Woda zabrała, gmina pomoże
W zeszłą niedzielę odbywały się tu dożynki gminne. W uroczystym korowodzie wzięły udział reprezentacje poszczególnych sołectw. W jego przygotowanie włączyły się też różne organizacje z terenu gminy jak np. Stowarzyszenie Kobiet Aktywnych czy DFK z Nędzy. Po uroczystej mszy korowód dożynkowy przemaszerował na boisko. Tu przedstawicielki Stowarzyszenia Kobiet Aktywnych przekazały chleb wójt Annie Iskale, życząc, aby nigdy go nikomu nie zabrakło. Po południu odbył się tu festyn rodzinny.

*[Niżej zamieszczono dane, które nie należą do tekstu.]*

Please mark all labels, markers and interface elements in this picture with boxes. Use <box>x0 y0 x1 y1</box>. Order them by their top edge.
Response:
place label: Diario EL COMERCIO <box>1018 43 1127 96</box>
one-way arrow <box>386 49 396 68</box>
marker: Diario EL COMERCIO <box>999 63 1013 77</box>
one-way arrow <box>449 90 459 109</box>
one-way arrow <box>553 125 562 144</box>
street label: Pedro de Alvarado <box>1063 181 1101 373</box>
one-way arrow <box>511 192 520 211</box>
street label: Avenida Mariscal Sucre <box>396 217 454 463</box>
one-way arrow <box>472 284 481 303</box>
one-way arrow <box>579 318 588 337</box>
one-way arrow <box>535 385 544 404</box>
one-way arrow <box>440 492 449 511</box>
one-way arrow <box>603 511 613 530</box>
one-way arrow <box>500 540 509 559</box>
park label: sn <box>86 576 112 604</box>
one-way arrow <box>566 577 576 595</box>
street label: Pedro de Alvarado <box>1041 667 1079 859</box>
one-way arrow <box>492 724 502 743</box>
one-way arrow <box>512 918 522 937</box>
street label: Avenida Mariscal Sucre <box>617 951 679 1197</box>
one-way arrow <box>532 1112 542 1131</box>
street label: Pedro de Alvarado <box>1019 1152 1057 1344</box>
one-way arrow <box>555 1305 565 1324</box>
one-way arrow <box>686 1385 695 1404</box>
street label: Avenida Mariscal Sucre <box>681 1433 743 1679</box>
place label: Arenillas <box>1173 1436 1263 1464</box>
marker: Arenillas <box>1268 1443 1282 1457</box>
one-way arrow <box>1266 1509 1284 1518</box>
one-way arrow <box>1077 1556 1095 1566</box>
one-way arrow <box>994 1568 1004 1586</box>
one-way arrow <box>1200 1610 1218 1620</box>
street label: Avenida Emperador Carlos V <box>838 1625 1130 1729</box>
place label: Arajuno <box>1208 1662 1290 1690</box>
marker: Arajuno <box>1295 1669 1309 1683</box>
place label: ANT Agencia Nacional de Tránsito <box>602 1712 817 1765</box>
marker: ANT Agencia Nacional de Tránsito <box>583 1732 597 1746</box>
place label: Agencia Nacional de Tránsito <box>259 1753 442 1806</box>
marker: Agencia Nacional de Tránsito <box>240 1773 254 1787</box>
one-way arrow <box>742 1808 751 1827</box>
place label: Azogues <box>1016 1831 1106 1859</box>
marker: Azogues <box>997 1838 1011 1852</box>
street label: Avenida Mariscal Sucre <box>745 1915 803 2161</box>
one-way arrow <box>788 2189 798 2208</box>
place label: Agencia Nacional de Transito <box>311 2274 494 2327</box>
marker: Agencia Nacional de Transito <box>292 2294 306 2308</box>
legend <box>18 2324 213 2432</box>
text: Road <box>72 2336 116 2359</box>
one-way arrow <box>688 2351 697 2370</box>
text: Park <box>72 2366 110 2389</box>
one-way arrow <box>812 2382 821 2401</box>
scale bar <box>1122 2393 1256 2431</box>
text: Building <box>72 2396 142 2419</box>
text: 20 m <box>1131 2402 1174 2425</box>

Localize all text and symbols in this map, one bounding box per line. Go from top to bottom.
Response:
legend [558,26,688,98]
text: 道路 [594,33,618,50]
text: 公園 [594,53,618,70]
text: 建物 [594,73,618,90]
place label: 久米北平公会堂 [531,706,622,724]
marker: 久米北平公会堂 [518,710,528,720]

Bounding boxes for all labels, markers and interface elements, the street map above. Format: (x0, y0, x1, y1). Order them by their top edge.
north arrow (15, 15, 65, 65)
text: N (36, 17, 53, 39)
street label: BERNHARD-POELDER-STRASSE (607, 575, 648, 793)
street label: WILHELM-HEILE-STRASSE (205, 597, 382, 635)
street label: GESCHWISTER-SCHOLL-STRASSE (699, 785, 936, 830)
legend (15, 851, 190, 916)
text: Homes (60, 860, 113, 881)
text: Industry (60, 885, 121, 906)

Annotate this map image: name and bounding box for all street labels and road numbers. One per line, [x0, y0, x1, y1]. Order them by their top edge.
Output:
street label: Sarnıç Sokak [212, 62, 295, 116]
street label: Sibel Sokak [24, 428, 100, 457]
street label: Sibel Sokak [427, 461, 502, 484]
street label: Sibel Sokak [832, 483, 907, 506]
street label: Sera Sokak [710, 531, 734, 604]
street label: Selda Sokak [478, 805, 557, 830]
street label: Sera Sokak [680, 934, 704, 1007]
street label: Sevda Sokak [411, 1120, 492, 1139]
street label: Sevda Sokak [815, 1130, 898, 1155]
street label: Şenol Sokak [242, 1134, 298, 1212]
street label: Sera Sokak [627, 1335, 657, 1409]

Starostami dożynkowymi byli Grażyna i Stefan Miechówkowie. – Mamy
5-hektarowe gospodarstwo. Uprawiamy to, co się opłaca w danym momencie, głównie zboże. W tym roku miały być ziemniaki, ale pogoda wyrządziła dużo szkód, na poziomie nawet 80 proc. – mówi pan Stefan. Miechówkowie hodują też krowy i świnie. Pani Grażyna pracuje ponadto w domu pomocy w Lyskach.
– Takich rolników, którzy mają większy areał można zliczyć na palcach jednej ręki, ale mamy też wielu takich, którzy z mniejszym areałem osiągają dobre wyniki – mówi wójt Anna Iskała. Rolnicy w gminie hodują najczęściej trzodę chlewną albo bydło. – Mamy takich, którzy są w czołówce powiatu. Zdobywają wyróżnienia za ład i porządek wokół swoich posesji a także za produkcję mleka – dodaje wójt.
Wiele pól uprawnych w Zawadzie, Ciechowicach i Łęgu było w tym roku zalanych. – Zgłosiliśmy tych rolników do odszkodowań. Staraliśmy się także o dary. Napłynęły do nas duże ilości siana, słomy, zboża. Jeśli będzie potrzeba, jeszcze dostarczymy. Jeśli zgłoszą się rolnicy, aby zwolnić ich z podatku, na pewno rozpatrzymy te wnioski. Widziałam jak wyglądały uprawy po powodzi. Dlatego w przypadku potwierdzonych dokumentami strat, będę rozpatrywać takie wnioski pozytywnie – podkreśla wójt.